Segment Start: Supplied records

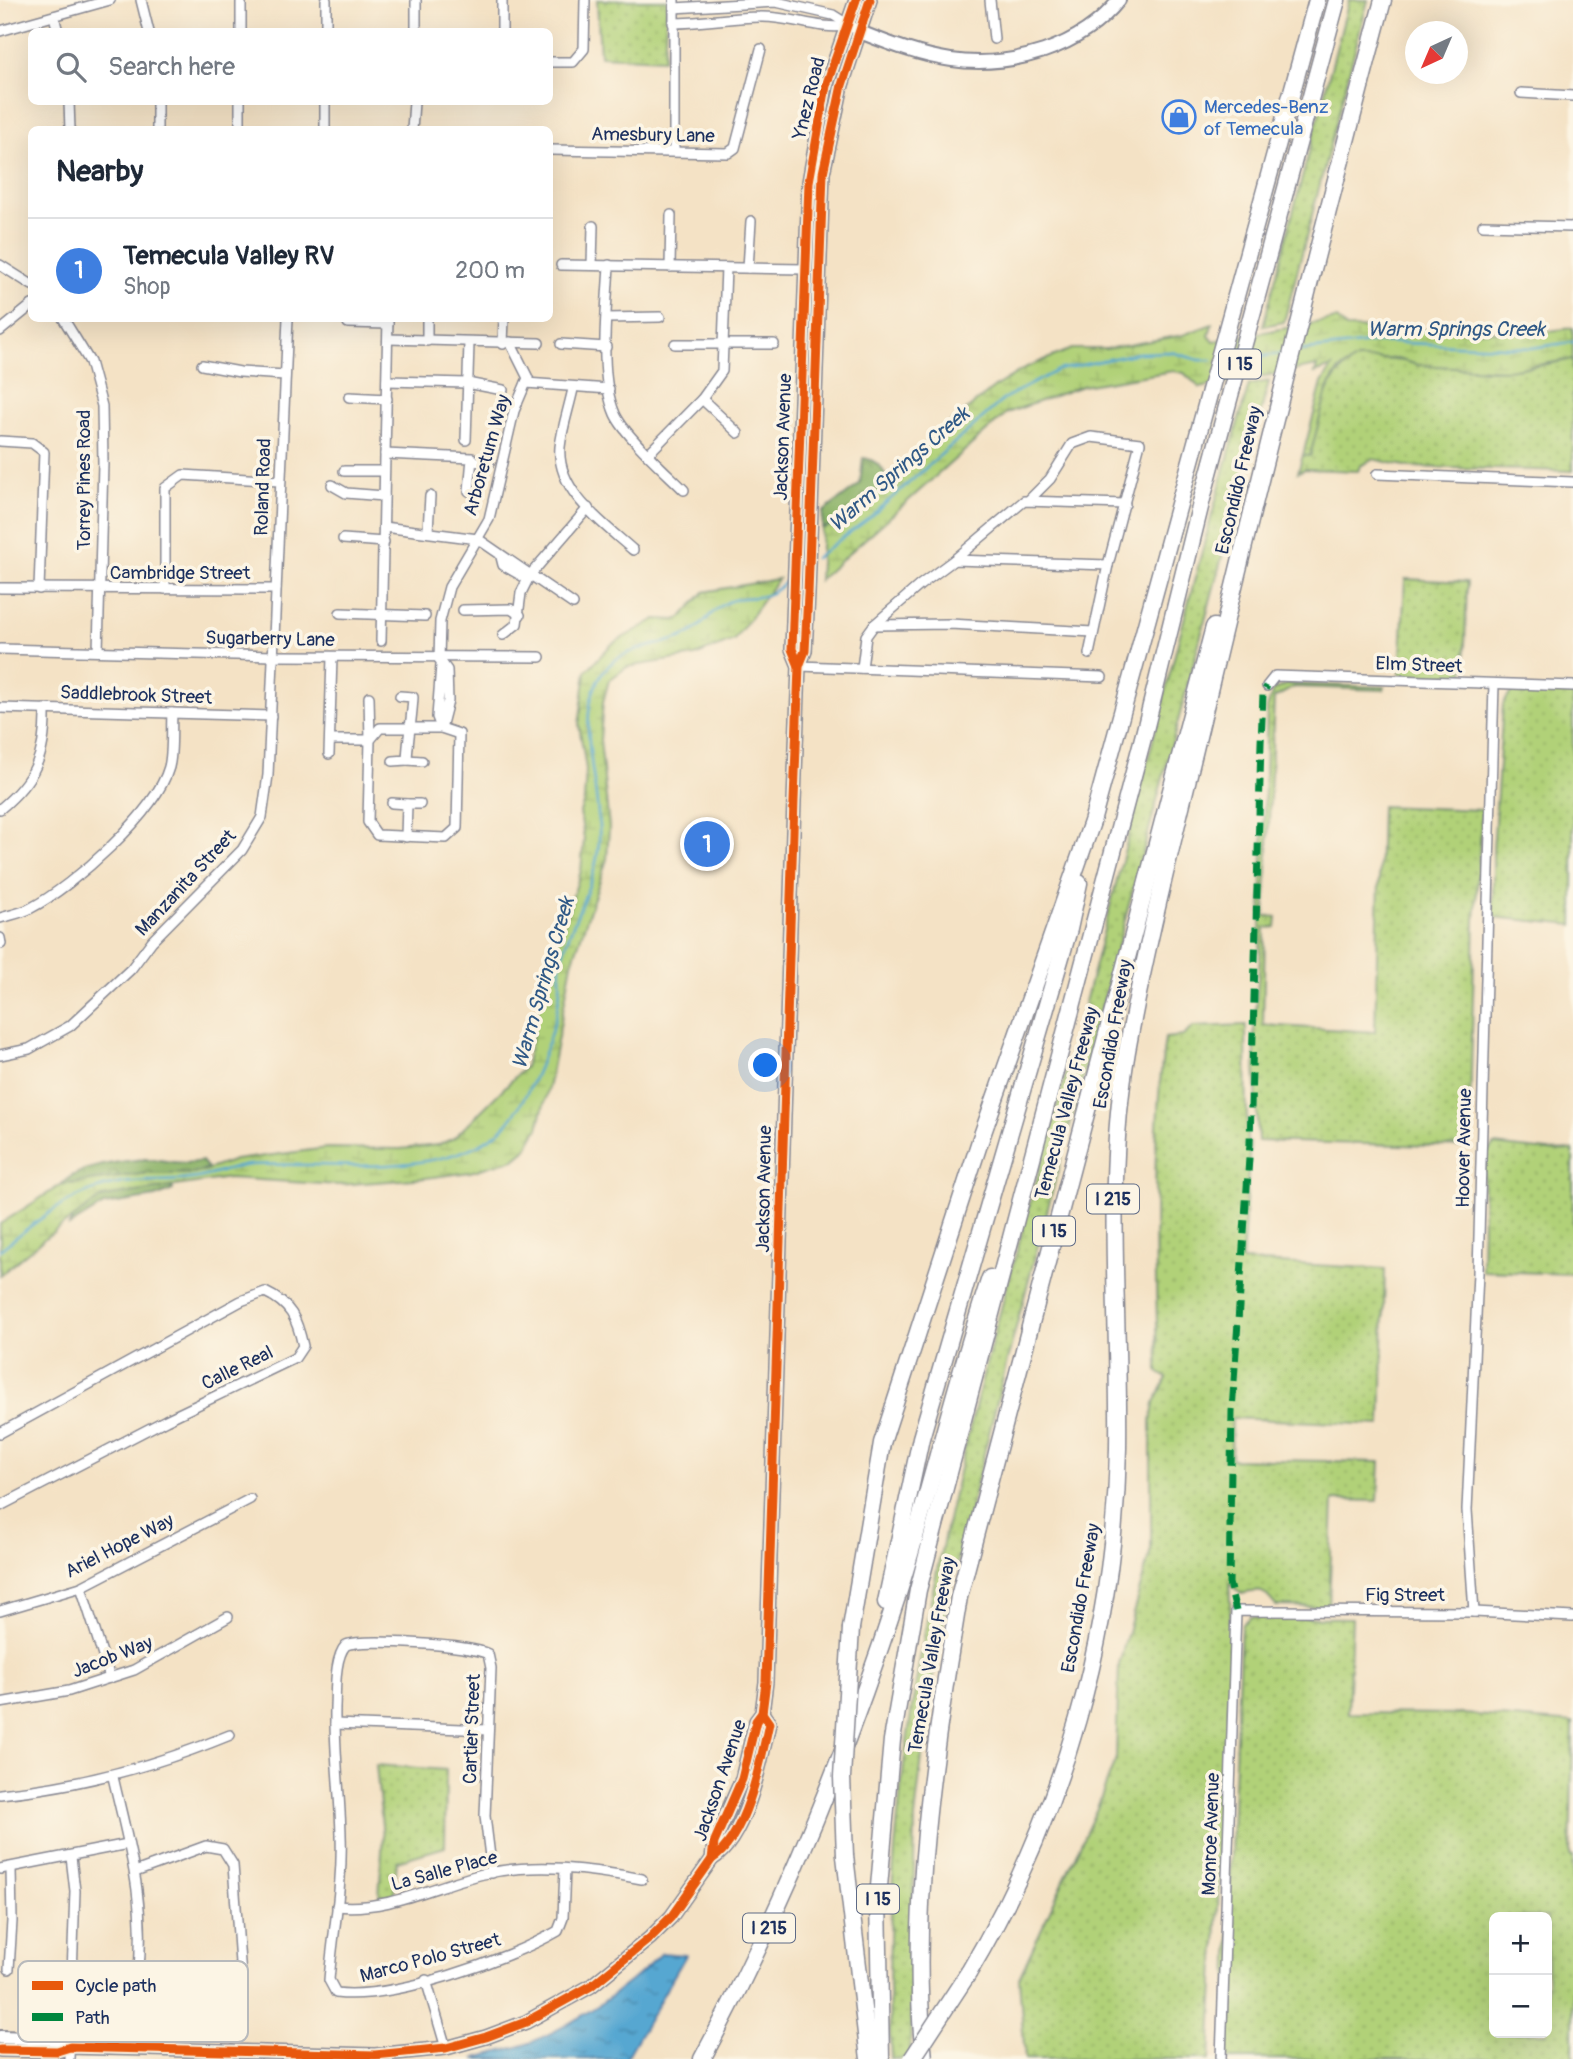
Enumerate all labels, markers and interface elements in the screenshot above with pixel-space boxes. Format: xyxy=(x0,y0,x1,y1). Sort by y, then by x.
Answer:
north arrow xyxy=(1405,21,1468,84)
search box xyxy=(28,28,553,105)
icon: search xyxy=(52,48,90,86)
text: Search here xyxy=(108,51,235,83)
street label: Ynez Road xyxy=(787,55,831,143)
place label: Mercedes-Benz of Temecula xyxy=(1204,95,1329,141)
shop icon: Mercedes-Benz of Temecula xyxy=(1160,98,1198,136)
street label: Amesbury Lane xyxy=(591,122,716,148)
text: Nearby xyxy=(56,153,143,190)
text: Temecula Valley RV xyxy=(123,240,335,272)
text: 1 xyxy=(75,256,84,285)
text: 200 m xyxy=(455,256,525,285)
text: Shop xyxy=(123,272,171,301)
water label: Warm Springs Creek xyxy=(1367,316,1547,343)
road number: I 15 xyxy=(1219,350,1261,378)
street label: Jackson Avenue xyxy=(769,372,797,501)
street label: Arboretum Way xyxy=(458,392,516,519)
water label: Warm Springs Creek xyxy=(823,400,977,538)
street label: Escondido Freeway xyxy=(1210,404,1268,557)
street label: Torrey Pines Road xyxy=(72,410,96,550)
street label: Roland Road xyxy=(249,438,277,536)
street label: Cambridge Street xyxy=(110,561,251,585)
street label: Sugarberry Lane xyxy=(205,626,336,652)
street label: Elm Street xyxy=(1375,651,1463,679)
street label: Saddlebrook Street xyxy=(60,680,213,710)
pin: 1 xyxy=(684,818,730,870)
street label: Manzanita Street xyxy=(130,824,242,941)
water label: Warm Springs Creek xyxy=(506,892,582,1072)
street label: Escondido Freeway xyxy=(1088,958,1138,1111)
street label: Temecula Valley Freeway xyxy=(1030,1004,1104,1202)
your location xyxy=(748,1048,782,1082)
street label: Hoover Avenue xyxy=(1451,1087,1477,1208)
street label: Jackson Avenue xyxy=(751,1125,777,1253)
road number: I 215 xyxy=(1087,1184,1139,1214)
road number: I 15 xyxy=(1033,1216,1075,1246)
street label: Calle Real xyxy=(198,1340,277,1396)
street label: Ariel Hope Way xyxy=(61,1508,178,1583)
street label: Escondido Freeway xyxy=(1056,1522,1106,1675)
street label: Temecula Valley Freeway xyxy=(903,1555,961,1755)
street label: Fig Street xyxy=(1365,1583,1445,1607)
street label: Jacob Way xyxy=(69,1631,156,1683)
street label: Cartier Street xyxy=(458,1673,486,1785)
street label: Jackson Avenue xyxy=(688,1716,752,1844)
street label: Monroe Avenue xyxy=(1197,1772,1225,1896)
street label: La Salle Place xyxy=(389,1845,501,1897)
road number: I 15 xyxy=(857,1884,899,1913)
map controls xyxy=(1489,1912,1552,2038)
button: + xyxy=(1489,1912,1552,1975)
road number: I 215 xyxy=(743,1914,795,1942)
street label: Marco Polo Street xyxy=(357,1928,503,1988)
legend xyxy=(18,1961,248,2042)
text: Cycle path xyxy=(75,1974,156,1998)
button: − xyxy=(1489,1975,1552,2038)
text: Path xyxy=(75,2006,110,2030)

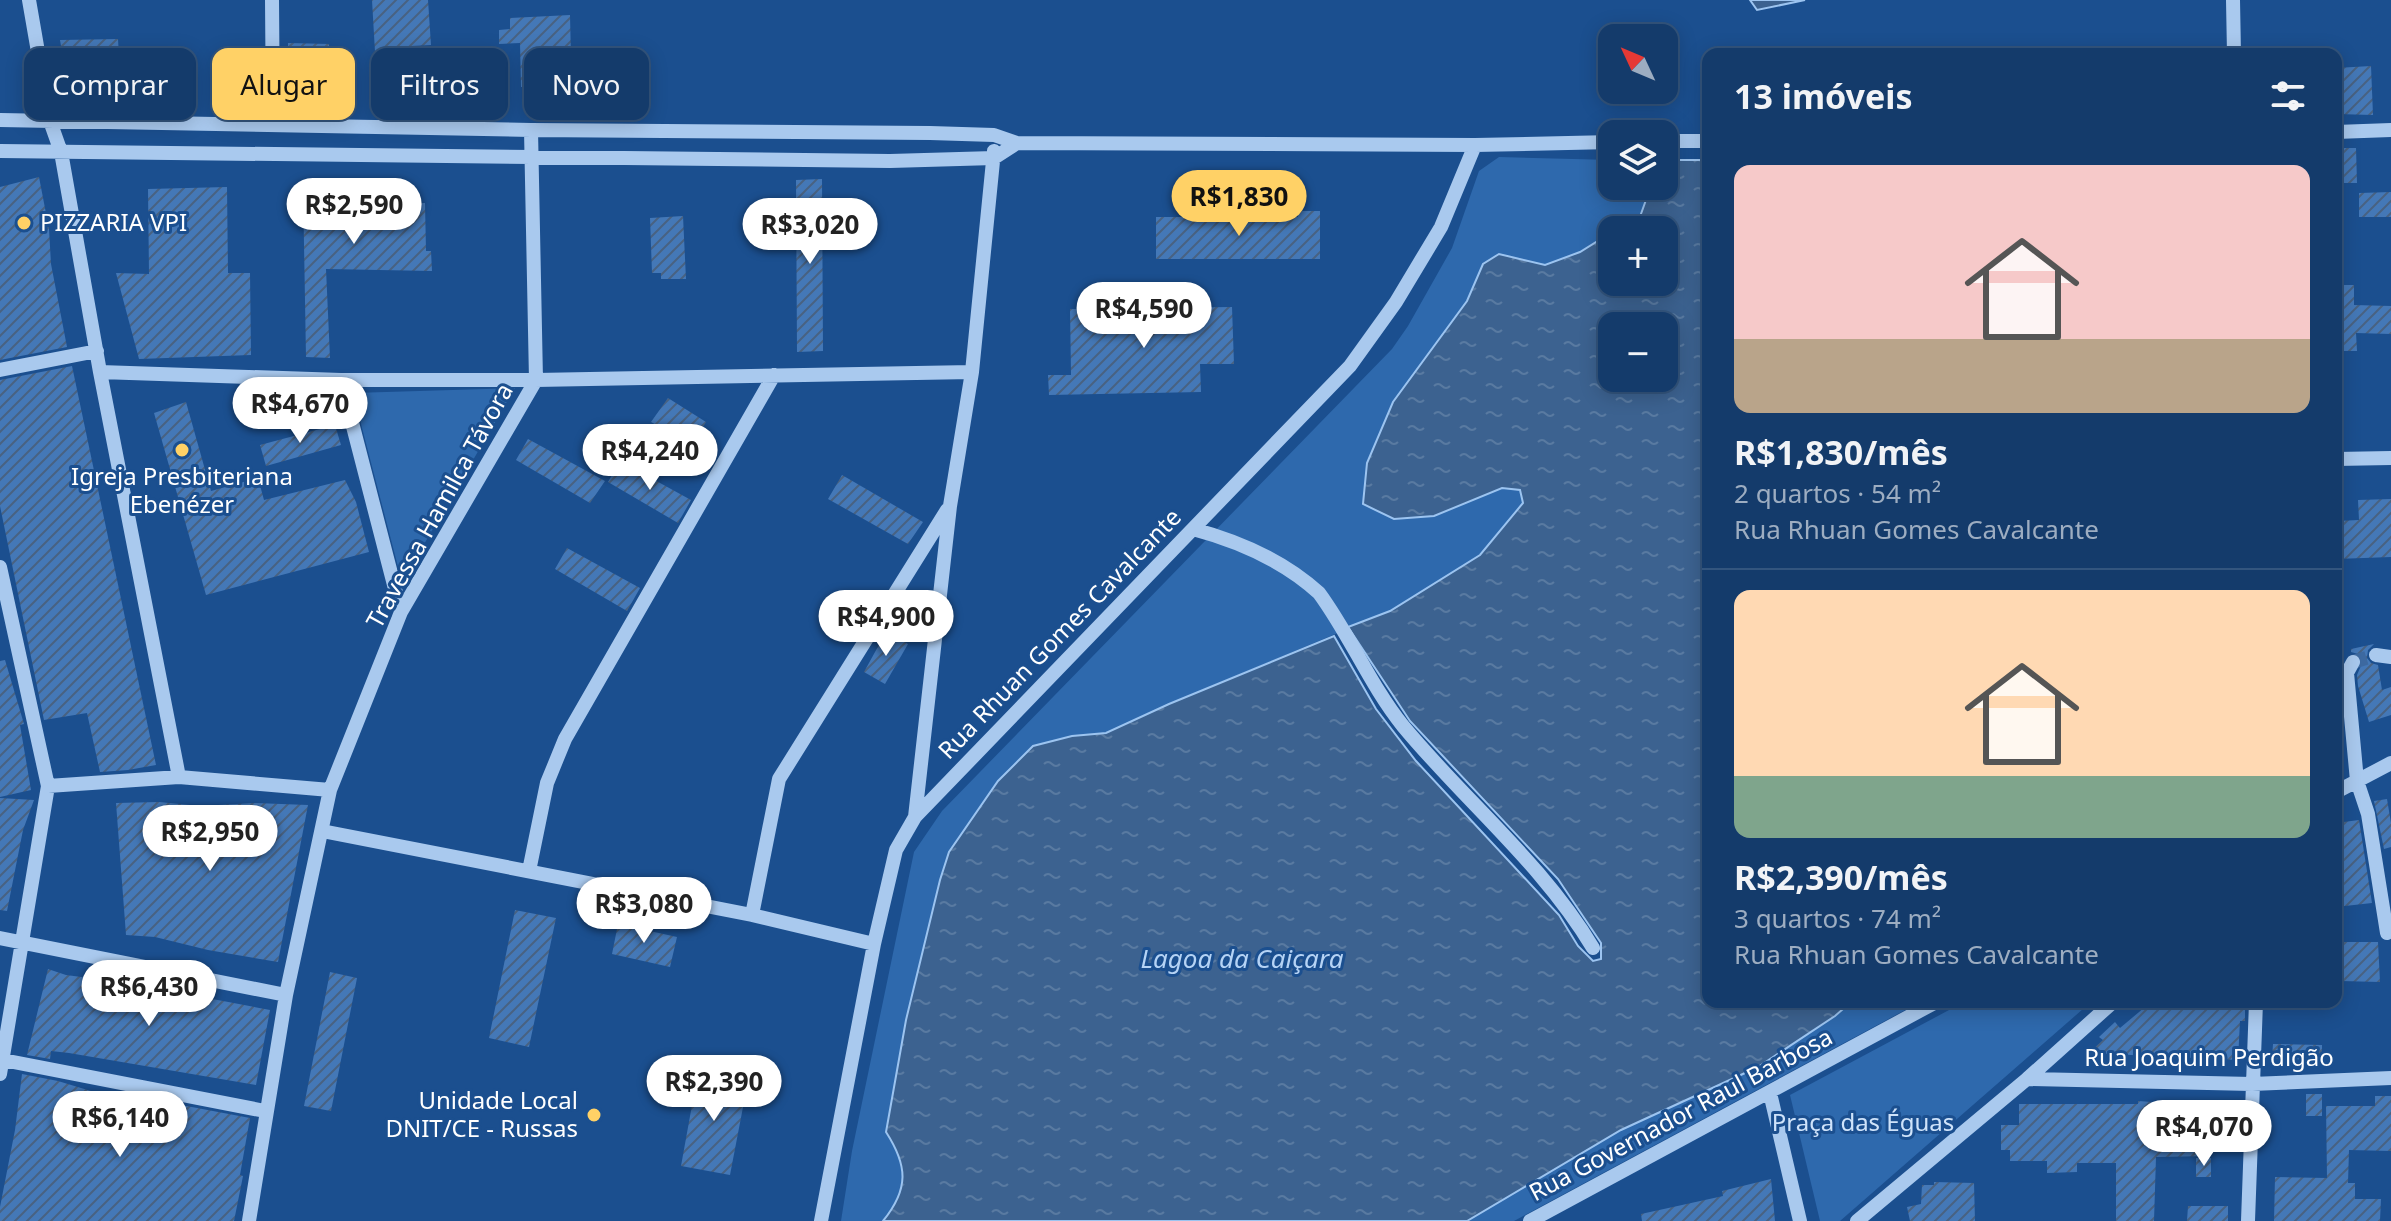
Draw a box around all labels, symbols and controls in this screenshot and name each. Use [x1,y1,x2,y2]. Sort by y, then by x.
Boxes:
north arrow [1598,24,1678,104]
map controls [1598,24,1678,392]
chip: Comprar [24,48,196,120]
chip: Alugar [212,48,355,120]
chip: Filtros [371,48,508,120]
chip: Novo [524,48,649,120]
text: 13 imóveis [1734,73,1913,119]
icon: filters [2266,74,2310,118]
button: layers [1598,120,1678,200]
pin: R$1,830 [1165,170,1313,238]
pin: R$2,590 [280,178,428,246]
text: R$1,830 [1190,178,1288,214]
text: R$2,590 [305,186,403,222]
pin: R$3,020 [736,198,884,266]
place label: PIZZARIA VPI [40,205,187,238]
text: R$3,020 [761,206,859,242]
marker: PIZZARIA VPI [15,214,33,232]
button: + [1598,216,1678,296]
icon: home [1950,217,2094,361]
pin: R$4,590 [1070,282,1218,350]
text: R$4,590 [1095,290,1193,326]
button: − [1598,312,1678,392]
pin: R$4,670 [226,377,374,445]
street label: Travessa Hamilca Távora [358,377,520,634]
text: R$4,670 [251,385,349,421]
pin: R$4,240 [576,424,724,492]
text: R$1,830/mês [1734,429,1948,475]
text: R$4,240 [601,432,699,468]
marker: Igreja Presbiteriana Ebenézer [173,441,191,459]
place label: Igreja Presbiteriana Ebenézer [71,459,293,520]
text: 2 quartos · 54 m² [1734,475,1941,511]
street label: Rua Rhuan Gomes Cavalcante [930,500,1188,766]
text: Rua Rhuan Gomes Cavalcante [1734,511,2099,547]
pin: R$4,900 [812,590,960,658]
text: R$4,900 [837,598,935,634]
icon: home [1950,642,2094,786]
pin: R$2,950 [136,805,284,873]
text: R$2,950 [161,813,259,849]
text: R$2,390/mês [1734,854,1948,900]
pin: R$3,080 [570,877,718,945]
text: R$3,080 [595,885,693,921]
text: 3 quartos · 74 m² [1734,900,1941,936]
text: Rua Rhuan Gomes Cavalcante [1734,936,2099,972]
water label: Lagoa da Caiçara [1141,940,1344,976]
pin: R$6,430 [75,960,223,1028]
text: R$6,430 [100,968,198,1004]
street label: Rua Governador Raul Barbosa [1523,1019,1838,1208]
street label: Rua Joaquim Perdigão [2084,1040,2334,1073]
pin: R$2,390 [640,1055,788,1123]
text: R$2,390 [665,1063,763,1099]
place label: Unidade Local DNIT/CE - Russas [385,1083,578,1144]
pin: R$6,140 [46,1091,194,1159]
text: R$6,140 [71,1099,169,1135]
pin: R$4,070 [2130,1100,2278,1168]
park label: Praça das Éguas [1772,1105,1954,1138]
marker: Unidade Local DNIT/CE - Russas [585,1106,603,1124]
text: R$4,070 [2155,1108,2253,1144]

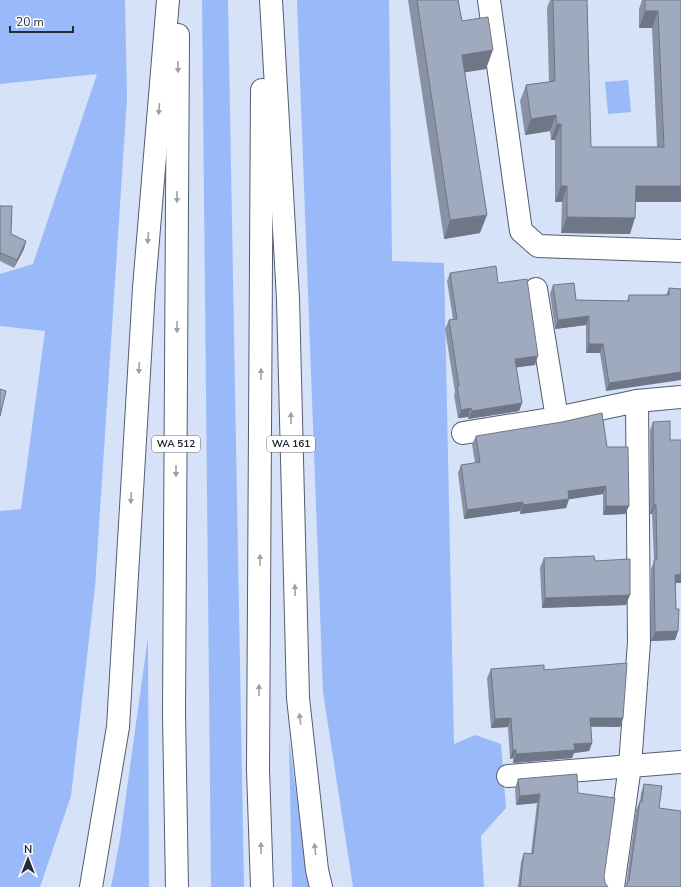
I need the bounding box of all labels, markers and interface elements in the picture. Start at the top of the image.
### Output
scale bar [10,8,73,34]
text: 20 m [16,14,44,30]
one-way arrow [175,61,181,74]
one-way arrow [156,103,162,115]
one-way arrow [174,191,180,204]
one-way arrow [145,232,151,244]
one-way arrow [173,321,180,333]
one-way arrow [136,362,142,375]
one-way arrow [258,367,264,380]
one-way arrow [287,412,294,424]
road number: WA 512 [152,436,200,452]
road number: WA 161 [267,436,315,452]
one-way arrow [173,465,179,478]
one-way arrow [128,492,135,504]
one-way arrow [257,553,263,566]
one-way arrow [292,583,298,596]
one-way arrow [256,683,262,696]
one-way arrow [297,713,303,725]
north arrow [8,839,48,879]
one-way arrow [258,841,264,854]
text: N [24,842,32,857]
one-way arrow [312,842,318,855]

Segment End: Supplied records

Activity - In the records above, find each line that holds the word "button"; copy all such lines.

Output of the exercise -
button: + xyxy=(1489,1912,1552,1975)
button: − xyxy=(1489,1975,1552,2038)
button: layers [1598,120,1678,200]
button: + [1598,216,1678,296]
button: − [1598,312,1678,392]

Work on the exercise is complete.